● Exercise objective
Exactly the lines from the first line of the records to the line holding "filter:drop-shadow(2px 0 #8d765c)" should be duplicated, and nothing more; pictures stay out.

Saved entries:

/---

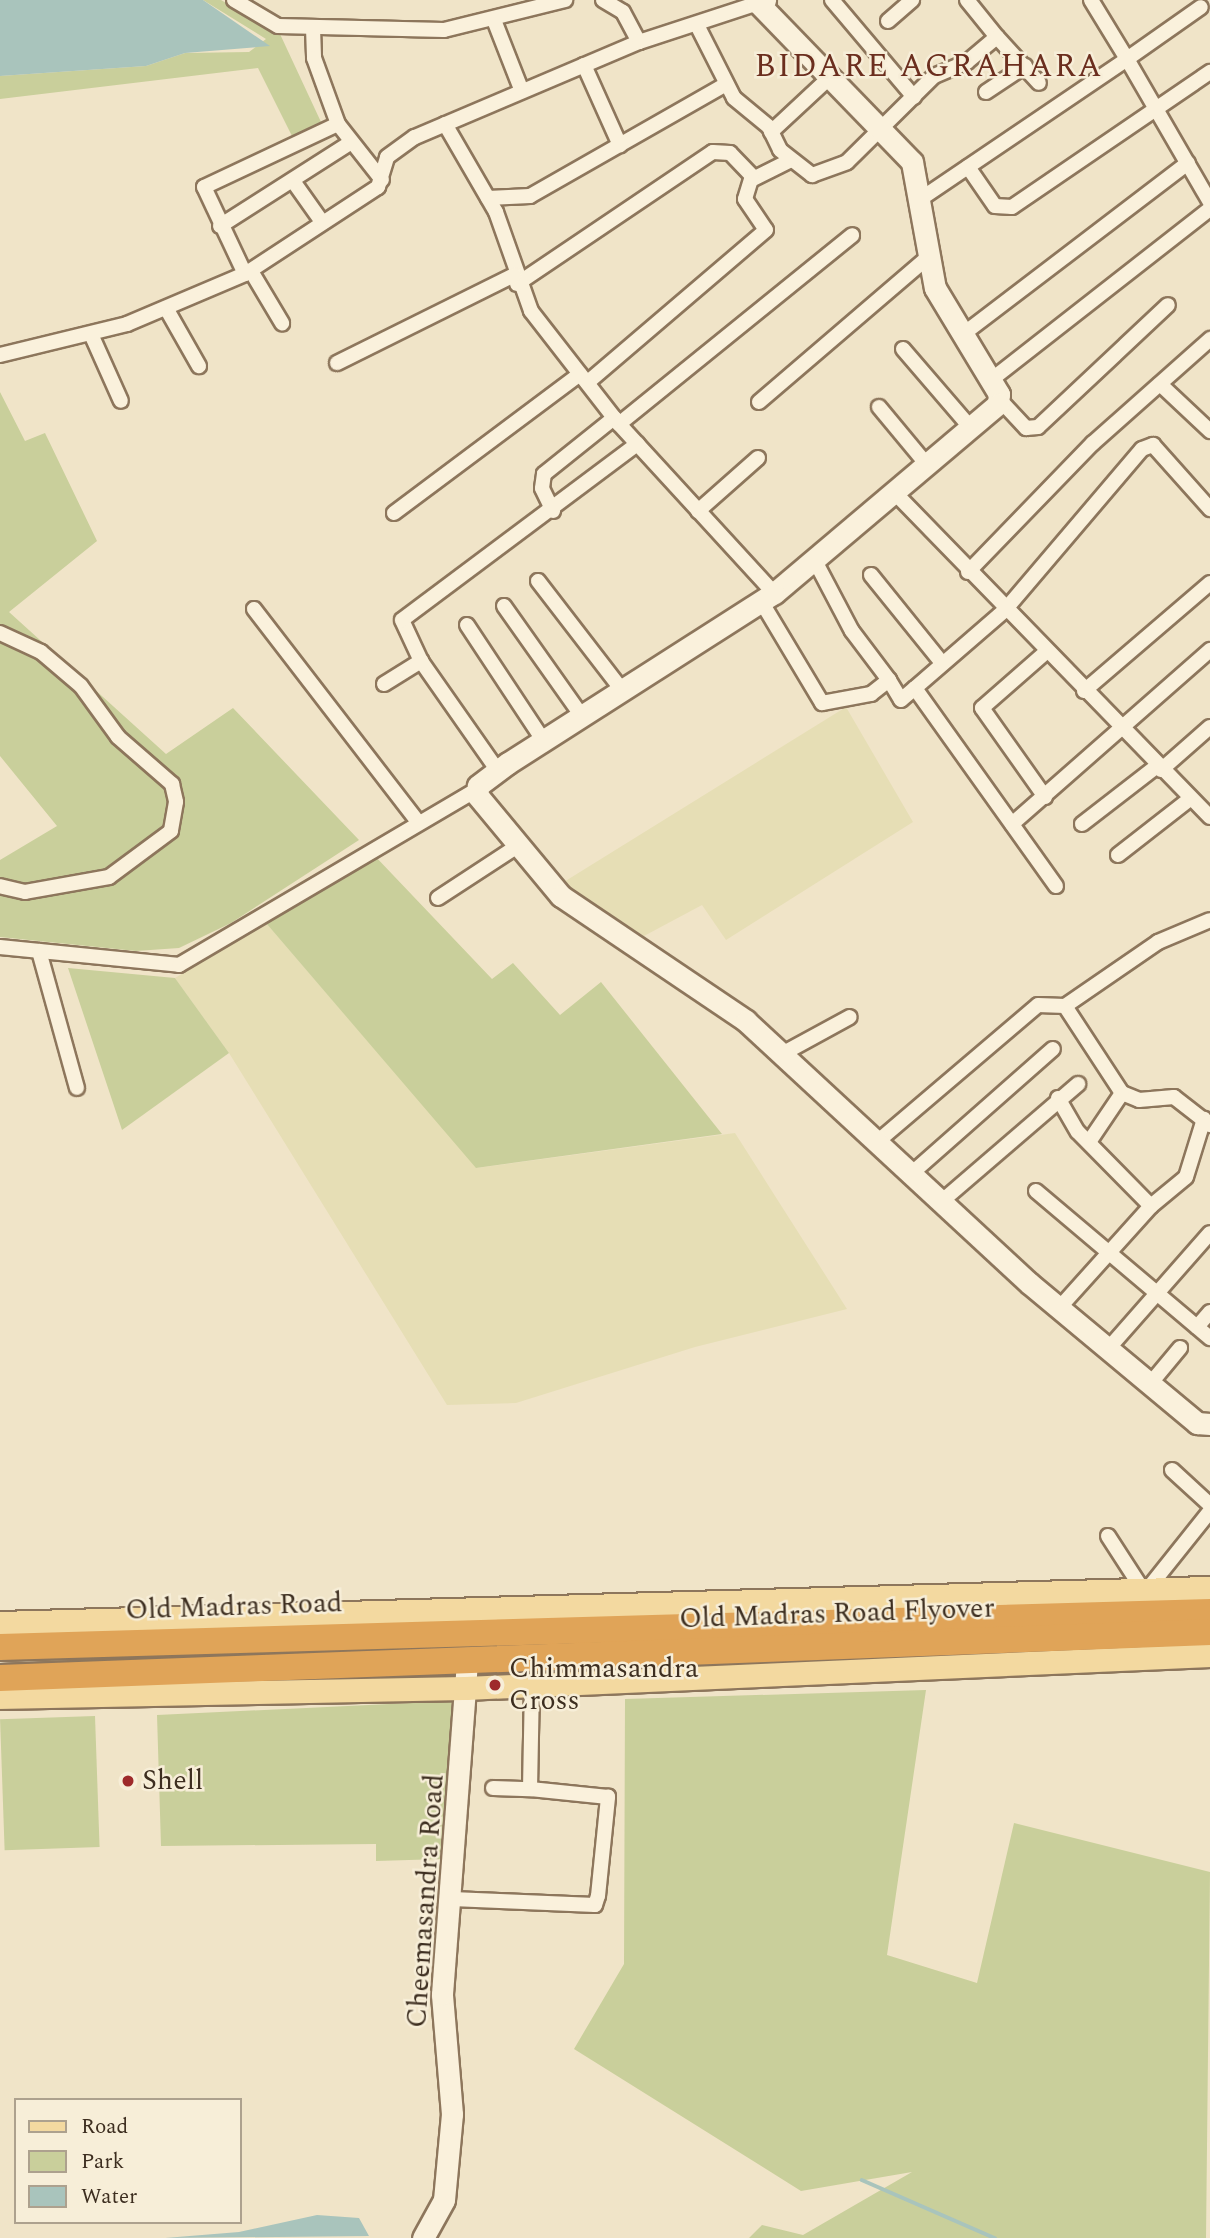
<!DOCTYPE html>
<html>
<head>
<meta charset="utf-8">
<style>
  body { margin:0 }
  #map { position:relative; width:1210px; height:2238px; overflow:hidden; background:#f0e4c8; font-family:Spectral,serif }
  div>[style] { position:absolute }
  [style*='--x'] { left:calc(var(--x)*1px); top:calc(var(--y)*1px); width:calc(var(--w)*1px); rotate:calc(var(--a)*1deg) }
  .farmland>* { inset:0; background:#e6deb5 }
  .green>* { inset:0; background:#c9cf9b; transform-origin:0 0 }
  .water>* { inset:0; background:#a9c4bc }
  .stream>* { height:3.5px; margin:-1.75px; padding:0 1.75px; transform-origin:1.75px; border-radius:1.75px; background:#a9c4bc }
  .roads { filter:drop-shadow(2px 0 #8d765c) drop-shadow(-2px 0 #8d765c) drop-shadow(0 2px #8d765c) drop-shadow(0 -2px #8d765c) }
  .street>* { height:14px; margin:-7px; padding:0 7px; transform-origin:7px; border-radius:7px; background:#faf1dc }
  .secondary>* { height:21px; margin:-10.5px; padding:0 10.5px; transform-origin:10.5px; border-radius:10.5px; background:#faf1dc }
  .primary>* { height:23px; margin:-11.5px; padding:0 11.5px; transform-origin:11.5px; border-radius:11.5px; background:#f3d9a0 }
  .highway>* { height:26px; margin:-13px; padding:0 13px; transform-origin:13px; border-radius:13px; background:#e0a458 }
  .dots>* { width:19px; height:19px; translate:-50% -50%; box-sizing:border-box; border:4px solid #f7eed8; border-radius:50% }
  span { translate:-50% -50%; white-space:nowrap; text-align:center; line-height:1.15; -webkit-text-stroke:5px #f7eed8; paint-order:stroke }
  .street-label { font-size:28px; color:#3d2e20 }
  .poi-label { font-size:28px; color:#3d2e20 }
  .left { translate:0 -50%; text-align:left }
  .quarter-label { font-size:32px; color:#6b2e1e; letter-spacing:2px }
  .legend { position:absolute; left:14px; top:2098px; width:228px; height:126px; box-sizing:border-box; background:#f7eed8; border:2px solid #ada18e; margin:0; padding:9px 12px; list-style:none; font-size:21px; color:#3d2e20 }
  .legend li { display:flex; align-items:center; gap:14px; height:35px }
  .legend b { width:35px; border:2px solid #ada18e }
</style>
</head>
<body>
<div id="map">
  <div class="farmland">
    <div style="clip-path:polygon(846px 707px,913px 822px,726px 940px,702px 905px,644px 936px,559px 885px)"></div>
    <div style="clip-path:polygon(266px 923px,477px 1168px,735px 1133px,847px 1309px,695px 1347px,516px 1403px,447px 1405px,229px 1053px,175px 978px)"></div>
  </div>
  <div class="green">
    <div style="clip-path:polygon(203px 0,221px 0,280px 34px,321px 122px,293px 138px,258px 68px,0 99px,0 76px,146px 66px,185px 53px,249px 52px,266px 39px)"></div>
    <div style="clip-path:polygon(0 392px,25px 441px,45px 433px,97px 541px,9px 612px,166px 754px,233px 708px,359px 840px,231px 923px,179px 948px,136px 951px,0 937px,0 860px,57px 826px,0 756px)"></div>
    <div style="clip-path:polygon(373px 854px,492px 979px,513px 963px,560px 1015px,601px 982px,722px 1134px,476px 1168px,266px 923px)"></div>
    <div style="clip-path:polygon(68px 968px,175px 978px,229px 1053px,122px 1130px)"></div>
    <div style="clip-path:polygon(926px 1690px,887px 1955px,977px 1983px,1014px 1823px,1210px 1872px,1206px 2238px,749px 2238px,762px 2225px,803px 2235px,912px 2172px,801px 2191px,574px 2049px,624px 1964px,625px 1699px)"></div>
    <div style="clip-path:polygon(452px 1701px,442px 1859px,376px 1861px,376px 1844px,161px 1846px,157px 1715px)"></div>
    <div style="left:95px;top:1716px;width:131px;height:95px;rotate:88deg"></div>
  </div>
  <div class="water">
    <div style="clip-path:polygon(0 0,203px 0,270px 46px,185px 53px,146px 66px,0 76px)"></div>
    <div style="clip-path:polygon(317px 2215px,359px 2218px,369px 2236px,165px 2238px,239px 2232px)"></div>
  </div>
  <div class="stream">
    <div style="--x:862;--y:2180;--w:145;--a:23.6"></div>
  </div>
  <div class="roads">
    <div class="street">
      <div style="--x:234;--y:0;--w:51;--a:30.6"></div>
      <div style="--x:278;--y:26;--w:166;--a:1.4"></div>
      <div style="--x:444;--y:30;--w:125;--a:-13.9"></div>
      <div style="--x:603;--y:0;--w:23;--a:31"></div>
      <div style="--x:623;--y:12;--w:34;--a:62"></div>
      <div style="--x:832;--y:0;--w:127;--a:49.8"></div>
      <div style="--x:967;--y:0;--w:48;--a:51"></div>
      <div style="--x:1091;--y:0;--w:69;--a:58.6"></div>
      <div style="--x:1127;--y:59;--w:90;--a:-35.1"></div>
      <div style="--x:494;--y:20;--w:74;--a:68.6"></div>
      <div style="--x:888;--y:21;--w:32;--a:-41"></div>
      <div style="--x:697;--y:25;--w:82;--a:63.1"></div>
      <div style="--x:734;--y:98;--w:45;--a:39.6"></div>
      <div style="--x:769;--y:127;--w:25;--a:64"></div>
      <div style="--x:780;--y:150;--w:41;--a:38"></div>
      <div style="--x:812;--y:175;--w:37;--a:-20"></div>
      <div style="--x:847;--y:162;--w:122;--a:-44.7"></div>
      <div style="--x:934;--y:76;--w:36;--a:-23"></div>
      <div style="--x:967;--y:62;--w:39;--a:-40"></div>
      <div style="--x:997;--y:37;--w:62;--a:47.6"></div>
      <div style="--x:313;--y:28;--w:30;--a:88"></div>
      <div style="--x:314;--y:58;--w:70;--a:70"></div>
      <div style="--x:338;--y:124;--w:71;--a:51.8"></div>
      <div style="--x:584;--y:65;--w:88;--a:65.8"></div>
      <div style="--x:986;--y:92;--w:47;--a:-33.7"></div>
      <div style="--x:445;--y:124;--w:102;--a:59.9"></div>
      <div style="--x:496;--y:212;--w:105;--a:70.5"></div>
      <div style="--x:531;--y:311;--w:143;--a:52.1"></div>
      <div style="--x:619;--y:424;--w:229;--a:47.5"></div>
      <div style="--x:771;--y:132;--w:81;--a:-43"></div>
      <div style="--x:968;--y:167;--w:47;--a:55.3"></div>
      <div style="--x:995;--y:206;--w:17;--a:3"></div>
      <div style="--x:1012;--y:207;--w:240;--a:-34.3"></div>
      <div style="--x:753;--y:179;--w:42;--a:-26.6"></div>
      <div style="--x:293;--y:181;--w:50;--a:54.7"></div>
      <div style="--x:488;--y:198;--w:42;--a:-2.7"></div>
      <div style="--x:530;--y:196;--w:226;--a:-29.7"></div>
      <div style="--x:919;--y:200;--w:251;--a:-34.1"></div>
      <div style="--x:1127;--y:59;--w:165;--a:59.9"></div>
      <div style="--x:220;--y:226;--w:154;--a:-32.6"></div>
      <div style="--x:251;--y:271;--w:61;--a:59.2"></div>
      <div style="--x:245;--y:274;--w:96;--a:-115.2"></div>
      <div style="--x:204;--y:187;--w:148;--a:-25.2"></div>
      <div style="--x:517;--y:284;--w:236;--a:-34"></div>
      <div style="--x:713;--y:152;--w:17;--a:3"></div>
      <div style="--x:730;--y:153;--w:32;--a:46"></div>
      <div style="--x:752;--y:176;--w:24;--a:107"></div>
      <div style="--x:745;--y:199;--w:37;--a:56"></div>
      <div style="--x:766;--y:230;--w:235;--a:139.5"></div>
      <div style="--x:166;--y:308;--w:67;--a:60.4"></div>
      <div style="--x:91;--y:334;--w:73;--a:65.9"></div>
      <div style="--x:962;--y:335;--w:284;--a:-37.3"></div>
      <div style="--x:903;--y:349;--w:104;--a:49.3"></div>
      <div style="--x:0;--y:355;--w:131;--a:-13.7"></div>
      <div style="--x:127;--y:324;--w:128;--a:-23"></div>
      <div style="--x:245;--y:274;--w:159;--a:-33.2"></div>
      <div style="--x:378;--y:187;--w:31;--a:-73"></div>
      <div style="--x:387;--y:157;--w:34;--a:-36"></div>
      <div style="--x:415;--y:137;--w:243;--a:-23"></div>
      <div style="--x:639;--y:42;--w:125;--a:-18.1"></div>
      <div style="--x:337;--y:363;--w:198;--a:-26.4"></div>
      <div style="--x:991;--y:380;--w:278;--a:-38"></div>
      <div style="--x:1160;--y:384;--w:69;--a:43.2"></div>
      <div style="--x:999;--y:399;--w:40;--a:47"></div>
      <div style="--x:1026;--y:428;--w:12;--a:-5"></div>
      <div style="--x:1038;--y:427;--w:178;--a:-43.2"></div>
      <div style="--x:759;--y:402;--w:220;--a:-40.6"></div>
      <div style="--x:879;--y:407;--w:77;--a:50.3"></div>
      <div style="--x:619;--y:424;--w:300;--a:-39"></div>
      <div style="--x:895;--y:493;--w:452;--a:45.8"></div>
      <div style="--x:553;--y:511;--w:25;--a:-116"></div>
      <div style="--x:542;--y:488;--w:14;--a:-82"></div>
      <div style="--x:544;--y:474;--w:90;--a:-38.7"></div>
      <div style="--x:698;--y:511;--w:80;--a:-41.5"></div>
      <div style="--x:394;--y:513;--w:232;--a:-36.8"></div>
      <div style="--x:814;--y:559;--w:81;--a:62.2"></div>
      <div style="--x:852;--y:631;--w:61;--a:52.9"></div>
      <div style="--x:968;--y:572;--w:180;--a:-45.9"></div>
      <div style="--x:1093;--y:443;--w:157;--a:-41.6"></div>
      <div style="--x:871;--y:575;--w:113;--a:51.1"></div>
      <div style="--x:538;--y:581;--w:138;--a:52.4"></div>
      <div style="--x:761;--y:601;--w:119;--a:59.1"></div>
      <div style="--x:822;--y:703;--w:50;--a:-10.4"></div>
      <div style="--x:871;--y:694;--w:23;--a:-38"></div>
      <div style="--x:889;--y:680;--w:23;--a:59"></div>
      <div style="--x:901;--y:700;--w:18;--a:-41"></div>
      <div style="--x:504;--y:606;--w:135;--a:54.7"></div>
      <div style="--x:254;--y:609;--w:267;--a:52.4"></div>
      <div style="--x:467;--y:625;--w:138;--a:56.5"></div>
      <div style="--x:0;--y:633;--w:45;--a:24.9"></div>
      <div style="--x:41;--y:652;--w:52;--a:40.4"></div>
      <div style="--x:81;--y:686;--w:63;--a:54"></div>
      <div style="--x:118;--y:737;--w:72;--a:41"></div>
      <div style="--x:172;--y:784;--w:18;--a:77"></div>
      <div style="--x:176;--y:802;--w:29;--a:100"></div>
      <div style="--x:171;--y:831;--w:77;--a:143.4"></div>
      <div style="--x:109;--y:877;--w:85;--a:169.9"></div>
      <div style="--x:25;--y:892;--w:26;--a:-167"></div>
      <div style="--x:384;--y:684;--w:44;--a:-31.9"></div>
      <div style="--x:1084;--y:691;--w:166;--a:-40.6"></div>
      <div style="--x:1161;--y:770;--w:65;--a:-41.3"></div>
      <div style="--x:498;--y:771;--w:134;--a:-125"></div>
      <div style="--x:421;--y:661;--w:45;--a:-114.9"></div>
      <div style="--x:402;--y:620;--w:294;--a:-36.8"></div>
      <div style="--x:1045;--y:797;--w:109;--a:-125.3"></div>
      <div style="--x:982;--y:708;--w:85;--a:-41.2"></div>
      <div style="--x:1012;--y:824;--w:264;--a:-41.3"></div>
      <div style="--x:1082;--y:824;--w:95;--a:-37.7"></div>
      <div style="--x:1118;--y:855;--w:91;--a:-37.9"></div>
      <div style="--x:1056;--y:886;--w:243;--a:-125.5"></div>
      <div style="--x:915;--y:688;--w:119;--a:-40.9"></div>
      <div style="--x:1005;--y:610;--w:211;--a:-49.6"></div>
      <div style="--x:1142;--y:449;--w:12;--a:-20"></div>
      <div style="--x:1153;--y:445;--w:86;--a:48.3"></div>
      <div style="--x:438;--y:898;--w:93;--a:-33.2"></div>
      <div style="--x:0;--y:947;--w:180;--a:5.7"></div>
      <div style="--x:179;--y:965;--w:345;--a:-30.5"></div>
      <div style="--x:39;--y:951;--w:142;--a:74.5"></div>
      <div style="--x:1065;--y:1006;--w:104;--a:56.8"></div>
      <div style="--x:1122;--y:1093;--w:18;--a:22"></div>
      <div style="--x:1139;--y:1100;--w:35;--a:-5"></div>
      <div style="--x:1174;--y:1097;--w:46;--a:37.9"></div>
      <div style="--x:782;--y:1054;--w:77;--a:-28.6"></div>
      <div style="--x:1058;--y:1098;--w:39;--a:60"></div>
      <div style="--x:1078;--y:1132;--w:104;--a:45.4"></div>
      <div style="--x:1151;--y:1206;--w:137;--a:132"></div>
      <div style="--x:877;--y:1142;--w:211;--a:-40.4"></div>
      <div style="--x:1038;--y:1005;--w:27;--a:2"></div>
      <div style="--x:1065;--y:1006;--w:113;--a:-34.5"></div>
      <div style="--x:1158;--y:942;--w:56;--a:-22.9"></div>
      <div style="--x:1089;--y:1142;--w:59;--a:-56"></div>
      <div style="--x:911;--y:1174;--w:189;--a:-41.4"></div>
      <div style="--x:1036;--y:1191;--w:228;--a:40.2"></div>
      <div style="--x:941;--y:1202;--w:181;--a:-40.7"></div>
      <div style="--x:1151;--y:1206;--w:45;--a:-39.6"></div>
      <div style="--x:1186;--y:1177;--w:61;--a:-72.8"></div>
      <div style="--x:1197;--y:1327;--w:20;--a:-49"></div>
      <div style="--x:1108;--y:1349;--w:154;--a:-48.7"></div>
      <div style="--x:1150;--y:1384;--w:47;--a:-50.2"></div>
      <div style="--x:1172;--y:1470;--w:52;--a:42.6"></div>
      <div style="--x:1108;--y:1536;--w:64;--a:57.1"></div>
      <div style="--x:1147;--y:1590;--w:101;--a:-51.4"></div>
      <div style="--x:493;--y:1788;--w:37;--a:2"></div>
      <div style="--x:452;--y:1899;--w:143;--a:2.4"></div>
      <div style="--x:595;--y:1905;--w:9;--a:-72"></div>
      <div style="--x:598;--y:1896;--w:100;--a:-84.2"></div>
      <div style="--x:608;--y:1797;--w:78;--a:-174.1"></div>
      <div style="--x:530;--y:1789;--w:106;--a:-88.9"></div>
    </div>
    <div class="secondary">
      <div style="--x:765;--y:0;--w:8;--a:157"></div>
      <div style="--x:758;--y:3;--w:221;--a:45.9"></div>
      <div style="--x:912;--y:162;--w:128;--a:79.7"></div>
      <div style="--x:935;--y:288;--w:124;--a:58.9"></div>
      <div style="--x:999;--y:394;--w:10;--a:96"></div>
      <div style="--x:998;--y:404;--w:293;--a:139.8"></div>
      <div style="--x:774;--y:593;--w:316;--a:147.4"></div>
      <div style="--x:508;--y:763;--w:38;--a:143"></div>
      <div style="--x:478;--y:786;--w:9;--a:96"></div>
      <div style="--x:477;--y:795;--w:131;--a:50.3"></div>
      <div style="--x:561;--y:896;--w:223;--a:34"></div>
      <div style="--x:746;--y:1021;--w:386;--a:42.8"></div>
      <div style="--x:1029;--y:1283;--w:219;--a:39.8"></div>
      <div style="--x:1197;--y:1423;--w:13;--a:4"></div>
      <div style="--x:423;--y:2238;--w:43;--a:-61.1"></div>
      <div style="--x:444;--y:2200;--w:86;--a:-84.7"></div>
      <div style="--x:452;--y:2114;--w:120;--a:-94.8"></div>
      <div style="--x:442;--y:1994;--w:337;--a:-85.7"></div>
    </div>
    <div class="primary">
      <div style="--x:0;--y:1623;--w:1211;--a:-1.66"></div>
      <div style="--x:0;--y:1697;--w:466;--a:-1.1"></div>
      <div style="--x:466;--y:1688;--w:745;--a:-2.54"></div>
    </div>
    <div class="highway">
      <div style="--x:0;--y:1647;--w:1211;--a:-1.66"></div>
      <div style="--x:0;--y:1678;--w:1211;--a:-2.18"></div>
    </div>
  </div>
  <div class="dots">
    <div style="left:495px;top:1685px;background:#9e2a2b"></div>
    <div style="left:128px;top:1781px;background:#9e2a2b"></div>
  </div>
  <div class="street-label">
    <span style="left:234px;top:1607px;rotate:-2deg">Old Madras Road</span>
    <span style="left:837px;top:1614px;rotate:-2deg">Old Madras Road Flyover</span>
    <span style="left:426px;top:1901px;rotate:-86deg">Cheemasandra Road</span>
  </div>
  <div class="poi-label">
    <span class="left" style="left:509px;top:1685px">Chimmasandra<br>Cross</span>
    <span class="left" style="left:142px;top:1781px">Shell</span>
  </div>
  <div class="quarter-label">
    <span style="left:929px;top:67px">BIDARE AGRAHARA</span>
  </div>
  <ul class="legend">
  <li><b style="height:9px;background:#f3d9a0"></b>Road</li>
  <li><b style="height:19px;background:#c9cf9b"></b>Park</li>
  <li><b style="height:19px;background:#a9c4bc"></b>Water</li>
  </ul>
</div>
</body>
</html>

\---

● Output of the exercise
<!DOCTYPE html>
<html>
<head>
<meta charset="utf-8">
<style>
  body { margin:0 }
  #map { position:relative; width:1210px; height:2238px; overflow:hidden; background:#f0e4c8; font-family:Spectral,serif }
  div>[style] { position:absolute }
  [style*='--x'] { left:calc(var(--x)*1px); top:calc(var(--y)*1px); width:calc(var(--w)*1px); rotate:calc(var(--a)*1deg) }
  .farmland>* { inset:0; background:#e6deb5 }
  .green>* { inset:0; background:#c9cf9b; transform-origin:0 0 }
  .water>* { inset:0; background:#a9c4bc }
  .stream>* { height:3.5px; margin:-1.75px; padding:0 1.75px; transform-origin:1.75px; border-radius:1.75px; background:#a9c4bc }
  .roads { filter:drop-shadow(2px 0 #8d765c) drop-shadow(-2px 0 #8d765c) drop-shadow(0 2px #8d765c) drop-shadow(0 -2px #8d765c) }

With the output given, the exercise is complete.